But then, you didn't know I was gone, did you? Well, I was. Wednesday morn, I flew to Indiana. Why did I do such a fool thing? For meetings to plan the third season of The Garfield Show, a cartoon-type series I write, produce and voice-direct.

"Third season?" I hear some of you asking. "Isn't Cartoon Network still running the first season?" Well, yes, they are…several times a day on account of it's their number one show in daytime. The second season is just now starting to come off the assembly line. It'll be airing soon in France and other nations, and they're telling me we'll see 'em in America around October but I'm not sure that's definite. October, by the way, is also the tentative release date for the first DVD of episodes from The Garfield Show. It'll have six cartoons all featuring Odie, and I'll post a link for ordering when it's possible.

Some of you may have noticed that there's a list of episodes for Season Two over on the Wikipedia page for The Garfield Show. And what you don't know is that those aren't the real episodes. Someone — I have no idea who — made up a bunch of plots and put them up there. And what that person doesn't know is that he or she did some good guessing and got two or three close-to-right. I'm not going to correct Wikipedia just yet. I kinda like leaving it there as a reminder that you can't believe everything you read on the Internet.

Anyway, on Wednesday I hopped a Southwest flight to Indianapolis — and up to a point, it was a darn near ideal flight. Took off twenty minutes late but got in fifteen minutes early…the plane was half-full so we could all spread out…and there was a very funny flight attendant. Southwest apparently encourages their crew to "dress up" the little speeches they have to give about turning off your cell phone and not disabling a smoke alarm in the lavatory. I didn't catch this lady's name but I've paid a two-drink minimum to hear people who got fewer laughs. The plane had a stopover in Las Vegas and as we neared that fair city, she got on the P.A. to announce that those of us on the right side of the plane were about to get a glimpse of an important landmark. Everyone strained to watch as she said, "Not yet..it's coming up…almost…there it is! That house with the pool and the tile roof! That's my house!"

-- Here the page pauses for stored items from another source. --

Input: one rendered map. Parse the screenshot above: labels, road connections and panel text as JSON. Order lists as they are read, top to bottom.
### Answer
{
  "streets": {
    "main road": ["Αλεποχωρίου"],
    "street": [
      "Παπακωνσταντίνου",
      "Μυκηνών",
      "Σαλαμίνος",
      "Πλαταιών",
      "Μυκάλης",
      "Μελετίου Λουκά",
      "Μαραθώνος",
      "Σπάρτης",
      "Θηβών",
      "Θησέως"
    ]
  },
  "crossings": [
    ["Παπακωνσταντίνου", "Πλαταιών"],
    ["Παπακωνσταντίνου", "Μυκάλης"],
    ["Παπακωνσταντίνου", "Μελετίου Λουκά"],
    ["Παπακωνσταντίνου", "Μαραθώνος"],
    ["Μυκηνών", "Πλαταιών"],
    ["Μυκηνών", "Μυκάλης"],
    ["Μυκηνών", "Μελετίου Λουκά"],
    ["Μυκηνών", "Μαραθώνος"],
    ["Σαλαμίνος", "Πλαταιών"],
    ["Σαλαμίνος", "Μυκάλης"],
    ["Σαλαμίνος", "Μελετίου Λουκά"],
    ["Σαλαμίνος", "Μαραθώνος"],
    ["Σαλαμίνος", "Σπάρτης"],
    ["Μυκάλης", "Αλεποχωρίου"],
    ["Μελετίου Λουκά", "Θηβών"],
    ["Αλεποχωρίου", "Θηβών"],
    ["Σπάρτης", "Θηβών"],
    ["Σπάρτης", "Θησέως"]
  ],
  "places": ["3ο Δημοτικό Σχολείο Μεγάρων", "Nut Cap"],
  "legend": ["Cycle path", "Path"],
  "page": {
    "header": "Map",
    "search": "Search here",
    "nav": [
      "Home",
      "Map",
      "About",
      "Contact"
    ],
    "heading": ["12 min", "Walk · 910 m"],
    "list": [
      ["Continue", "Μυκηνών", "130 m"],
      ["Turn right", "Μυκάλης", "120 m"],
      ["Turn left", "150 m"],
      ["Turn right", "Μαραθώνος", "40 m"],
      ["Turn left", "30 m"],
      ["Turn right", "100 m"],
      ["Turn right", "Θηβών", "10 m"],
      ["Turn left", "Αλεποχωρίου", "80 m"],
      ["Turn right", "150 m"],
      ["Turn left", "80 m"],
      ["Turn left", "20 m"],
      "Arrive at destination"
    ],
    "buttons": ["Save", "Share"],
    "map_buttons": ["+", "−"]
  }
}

Well, it was funny on approach.

Just as I reached the baggage claim in Indianapolis, our bags started rolling out for claiming and mine was the first one off. I thought, "Boy, everything went perfect on this flight. I don't have anything to blog/bitch about." Then I noticed that one of the four wheels on my suitcase was missing and the whole section around another was cracked and caved-in, rendering the entire piece o' luggage eminently discardable. Spoke too soon.

Hertz promised me a full-sized sedan but instead gave me something larger…something that suggested they thought I planned to spend my time in Indiana moving sofas. It had that special feature they build only into rental cars: At least twenty mysterious dashboard lights, warning displays and audible alarms that cannot in any way be identified and which go off at random. There was a little flashing blue light that I finally decided meant either "low on windshield washer fluid" or "this vehicle is about to explode." I checked into an Indianapolis Hyatt that had nice rooms but a "high speed" Internet connection that Barney Rubble would have complained was antiquated. Then I went out to buy Drinking H2O and supplies at a nearby Kroger and stopped off for a burger.

Invariably when I carry on here at newsfromme about my favorite fast food hamburger, which is at Five Guys, eleven people write to say that I've obviously never been to a Steak 'n' Shake. And when they said that, they were right. I hadn't. So I stopped into one Wednesday eve and had a steakburger and fries. Very good. The burger was terrific — maybe a shade less tasty than Five Guys but only a shade. The french fries were a far cry but hey, if they had Steak 'n' Shakes where I live, I'd go to 'em. If I was still drinking milk shakes, you probably couldn't keep me away because theirs looked mighty tempting, even to a guy who's given up that kind of stuff.

Thursday morn, I headed for Muncie, which is where Garfield HQ is located. I made two stops along the way. One, for a mid-day meal, was at a B.D.'s Mongolian Barbecue in Northeastern (I think) Indianapolis. This is another one of those chains that is maddeningly unrepresented in my neck o' the woods. Then I went to a store that you can find in L.A. — a Costco, wherein I purchased a new suitcase to replace the one Southwest Airlines used in a game of Bocce Ball. I almost didn't go there because I was afraid that at Costco, they'd make me buy a package of twelve. I must say it felt odd walking out of that store without twenty-seven items including the obligatory case of toilet paper.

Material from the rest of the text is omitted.